Dokter yang Jadi Korban Pengeroyokan Diamankan
Ketua IDI Cabang Lampung Barat, dr Iman Hendarman mengungkapkan bahwa dokter yang menjadi korban pengeroyokan oleh pasien dan keluarganya sudah dibawa ke tempat yang lebih terpantau keamanan dan fasilitasnya.
"Saya berinisiatif segera menarik korban dari posisi di Fajar Bulan ke Liwa (sekitar satu jam), agar bisa menjamin keselamatan mereka di tempat yang lebih terpantau keamanan dan fasilitasnya," ujar Iman.
"Kemudian saya segera berkoordinasi dengan Reskrim Polres Lampung Barat untuk dapat mempercepat proses pemenuhan pemeriksaan (barang bukti video, visum, dan lain-lain) sehingga proses hukum dapat dilaksanakan," tambahnya.
Di sisi lain, Ketua IDI Wilayah Lampung, dr Josi Harnos mengungkapkan bahwa kekerasan terhadap tenaga kesehatan sesuatu yang tidak boleh dibiarkan.

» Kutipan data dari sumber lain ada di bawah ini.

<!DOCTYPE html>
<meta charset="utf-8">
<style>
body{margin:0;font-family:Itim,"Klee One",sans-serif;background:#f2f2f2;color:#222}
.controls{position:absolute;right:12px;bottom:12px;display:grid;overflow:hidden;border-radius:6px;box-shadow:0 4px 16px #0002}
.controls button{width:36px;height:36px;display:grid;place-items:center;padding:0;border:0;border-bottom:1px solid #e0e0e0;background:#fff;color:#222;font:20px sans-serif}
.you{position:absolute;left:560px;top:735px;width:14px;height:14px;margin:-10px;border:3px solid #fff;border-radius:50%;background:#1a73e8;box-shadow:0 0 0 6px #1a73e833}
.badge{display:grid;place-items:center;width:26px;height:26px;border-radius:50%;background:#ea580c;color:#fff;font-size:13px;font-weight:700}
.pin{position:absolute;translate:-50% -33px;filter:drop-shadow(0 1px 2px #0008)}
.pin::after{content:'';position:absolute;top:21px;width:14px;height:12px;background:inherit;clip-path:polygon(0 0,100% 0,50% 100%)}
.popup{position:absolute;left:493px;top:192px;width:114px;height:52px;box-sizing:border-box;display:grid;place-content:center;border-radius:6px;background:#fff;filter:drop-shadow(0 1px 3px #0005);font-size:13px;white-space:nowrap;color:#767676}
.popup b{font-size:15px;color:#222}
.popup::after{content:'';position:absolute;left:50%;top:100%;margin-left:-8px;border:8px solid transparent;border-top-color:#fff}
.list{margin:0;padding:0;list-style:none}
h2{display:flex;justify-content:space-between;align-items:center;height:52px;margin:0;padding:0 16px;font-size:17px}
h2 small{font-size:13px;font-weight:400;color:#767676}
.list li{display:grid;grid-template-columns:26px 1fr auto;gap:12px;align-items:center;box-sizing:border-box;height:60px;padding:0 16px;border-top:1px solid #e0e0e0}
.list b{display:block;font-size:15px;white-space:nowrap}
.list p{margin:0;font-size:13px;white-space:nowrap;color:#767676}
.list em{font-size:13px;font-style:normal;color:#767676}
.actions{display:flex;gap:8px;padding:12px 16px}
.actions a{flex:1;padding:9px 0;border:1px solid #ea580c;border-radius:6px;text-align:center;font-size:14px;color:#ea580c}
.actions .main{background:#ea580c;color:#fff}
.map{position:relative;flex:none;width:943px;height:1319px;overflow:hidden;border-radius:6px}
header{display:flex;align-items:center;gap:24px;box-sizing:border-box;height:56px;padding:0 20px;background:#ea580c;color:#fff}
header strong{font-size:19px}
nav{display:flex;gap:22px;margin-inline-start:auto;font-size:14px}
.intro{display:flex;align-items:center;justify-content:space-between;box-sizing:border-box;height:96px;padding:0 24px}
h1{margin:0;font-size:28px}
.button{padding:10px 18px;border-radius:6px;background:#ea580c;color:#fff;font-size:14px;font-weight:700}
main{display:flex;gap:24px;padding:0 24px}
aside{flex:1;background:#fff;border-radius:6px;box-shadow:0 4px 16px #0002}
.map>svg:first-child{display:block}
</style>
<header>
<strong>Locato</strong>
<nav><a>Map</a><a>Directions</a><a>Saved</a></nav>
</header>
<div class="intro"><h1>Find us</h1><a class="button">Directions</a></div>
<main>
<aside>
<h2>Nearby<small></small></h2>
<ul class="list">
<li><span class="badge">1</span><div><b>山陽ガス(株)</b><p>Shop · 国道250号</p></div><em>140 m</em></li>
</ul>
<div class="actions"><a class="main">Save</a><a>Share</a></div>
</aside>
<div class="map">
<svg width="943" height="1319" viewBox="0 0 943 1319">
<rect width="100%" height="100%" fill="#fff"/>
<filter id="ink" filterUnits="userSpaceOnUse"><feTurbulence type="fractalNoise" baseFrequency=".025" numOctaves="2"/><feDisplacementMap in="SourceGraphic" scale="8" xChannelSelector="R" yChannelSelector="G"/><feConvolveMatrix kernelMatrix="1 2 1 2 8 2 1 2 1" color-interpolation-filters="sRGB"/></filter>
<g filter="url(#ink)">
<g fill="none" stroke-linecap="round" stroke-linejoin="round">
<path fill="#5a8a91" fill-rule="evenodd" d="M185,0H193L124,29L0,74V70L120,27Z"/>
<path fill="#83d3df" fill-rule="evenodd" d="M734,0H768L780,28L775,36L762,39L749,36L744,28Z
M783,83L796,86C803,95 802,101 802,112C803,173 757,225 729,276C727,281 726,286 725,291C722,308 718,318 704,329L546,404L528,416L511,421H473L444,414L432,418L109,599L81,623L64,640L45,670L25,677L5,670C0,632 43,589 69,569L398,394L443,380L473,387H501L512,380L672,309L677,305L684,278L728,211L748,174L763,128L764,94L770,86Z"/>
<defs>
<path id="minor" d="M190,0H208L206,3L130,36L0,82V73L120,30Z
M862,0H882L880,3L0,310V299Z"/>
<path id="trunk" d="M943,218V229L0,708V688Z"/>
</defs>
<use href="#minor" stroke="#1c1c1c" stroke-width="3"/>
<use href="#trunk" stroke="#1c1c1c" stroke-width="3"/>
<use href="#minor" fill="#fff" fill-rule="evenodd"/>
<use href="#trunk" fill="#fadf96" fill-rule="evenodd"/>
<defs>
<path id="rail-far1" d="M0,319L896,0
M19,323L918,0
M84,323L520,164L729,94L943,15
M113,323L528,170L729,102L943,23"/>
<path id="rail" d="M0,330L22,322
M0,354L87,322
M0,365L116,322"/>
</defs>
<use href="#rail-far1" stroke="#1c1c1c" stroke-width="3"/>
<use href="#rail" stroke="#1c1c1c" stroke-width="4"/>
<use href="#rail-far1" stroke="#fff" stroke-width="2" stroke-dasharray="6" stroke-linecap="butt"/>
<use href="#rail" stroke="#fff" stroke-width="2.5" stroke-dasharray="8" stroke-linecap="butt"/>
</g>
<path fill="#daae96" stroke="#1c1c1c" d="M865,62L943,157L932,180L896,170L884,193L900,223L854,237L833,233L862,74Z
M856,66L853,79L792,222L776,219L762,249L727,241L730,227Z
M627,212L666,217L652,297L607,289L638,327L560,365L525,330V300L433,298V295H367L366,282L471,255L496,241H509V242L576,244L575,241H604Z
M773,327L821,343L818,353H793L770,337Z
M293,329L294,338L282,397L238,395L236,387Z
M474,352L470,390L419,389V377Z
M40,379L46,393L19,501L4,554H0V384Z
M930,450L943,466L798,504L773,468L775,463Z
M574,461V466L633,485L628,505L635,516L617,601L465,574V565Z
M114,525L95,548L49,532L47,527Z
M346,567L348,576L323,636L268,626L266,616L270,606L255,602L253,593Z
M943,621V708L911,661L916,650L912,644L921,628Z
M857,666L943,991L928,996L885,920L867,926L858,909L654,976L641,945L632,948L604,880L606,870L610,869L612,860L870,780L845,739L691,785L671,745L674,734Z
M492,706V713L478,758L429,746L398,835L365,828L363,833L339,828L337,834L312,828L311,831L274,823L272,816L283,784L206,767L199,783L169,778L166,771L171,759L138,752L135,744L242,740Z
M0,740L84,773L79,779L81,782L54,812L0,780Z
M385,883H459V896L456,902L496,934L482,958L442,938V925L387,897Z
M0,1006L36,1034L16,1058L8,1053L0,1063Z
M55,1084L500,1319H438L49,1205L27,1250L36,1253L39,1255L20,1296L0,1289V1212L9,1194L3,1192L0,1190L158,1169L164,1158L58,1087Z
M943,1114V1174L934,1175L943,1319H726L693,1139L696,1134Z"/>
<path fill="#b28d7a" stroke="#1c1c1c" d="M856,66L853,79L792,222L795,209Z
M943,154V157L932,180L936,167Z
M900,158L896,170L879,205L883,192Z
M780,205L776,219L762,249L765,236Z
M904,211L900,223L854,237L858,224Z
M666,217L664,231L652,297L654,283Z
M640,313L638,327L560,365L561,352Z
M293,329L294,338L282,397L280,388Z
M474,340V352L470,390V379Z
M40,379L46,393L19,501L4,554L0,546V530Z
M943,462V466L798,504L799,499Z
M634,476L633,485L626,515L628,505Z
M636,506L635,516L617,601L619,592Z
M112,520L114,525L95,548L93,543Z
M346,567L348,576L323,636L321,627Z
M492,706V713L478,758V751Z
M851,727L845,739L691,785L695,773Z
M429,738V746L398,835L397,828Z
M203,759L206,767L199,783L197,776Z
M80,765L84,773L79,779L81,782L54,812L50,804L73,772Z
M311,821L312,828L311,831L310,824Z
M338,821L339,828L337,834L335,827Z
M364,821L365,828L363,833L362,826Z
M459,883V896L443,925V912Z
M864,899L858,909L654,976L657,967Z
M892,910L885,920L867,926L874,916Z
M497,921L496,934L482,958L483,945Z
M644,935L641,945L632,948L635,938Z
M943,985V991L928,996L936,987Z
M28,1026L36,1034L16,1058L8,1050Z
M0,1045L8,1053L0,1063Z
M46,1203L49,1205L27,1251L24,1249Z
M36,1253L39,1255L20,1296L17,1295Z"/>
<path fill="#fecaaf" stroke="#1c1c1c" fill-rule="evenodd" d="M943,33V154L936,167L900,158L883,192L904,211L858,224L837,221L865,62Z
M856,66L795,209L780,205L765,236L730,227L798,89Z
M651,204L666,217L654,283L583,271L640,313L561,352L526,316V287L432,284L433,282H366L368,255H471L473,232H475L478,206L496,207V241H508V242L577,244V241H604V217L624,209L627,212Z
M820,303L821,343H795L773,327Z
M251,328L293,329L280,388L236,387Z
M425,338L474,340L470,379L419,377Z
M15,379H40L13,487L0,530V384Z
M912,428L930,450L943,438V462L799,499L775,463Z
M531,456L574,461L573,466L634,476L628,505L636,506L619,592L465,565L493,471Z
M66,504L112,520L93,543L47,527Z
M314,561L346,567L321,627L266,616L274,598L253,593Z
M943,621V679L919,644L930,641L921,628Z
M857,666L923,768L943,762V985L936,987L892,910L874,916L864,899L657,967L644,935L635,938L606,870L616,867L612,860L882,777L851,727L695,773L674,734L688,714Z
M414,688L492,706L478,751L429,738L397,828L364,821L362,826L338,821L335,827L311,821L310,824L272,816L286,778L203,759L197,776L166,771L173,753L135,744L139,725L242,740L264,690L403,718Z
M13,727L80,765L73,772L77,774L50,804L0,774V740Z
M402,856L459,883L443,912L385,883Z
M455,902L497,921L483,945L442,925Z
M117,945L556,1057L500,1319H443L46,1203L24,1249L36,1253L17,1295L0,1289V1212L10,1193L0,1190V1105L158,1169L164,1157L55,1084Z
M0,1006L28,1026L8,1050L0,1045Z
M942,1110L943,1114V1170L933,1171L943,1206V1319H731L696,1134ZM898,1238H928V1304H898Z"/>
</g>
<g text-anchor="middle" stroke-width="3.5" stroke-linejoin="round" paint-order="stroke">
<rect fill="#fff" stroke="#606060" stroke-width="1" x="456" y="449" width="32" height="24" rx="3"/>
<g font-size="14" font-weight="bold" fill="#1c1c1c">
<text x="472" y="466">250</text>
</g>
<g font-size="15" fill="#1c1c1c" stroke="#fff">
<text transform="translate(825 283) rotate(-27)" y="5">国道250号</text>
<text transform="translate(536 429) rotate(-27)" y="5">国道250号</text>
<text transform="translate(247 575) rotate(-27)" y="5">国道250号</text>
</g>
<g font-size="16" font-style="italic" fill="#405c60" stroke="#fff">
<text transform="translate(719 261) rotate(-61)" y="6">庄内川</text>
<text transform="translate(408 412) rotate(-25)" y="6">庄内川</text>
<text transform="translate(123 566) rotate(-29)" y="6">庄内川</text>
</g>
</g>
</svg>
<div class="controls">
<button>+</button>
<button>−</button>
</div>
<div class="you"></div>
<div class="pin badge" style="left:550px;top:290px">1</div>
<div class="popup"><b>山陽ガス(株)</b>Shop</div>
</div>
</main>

"Hal ini dapat mengganggu proses distribusi para dokter dan tenaga kesehatan di wilayah terpencil karena merasa tidak terjamin keamanannya dan perlindungan hukumnya apabila terjadi hal-hal yang tidak diinginkan," kata Josi.
Advertisement
Upaya IDI untuk Jamin Keselamatan Dokter
Lebih lanjut Josi mengungkapkan bahwa pihak IDI terus melakukan koordinasi dengan pihak pemerintah. Pasalnya, diperlukan upaya untuk mengurangi insiden kekerasan pada dokter dan tenaga kesehatan lainnya.
"Selama ini, IDI terus berkoordinasi dengan pemerintah setempat seperti Dinas Kesehatan Lampung Barat untuk membahas faktor-faktor risiko yang terkait dengan kekerasan terhadap dokter," ujar Josi.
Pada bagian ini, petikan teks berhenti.